» **Exercise requirements**
Go line by line through the entries and show those that hold the string "order".

» **Data excerpts**
■ ■ ■ ■
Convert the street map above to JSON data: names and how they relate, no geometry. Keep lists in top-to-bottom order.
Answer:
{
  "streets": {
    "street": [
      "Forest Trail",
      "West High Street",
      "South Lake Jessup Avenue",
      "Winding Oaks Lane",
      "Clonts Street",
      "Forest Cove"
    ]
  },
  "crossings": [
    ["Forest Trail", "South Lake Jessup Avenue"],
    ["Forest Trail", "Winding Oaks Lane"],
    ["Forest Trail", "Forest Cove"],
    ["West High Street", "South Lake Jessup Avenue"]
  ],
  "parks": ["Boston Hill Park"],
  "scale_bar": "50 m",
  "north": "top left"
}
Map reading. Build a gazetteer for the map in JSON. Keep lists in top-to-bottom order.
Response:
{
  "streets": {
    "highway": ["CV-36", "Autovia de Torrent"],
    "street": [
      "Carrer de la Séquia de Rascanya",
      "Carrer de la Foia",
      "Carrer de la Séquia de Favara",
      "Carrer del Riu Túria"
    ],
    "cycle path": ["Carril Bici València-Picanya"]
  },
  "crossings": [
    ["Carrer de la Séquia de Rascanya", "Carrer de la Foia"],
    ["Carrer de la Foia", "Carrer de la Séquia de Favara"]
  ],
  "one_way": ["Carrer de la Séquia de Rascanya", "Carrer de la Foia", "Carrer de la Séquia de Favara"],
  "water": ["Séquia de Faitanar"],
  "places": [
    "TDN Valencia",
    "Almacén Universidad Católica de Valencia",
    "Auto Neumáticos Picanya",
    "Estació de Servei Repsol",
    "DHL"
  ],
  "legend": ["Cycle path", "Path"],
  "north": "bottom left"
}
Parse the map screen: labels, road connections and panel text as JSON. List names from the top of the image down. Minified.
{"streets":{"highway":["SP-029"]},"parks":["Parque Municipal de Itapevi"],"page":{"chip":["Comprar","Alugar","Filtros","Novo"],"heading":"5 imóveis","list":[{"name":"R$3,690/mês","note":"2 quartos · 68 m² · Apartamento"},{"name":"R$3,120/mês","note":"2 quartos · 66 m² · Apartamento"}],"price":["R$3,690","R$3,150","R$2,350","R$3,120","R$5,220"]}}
■ ■ ■ ■
» **Result of this task**
Convert the street map above to JSON data: names and how they relate, no geometry. Keep lists in top-to-bottom order.
Map reading. Build a gazetteer for the map in JSON. Keep lists in top-to-bottom order.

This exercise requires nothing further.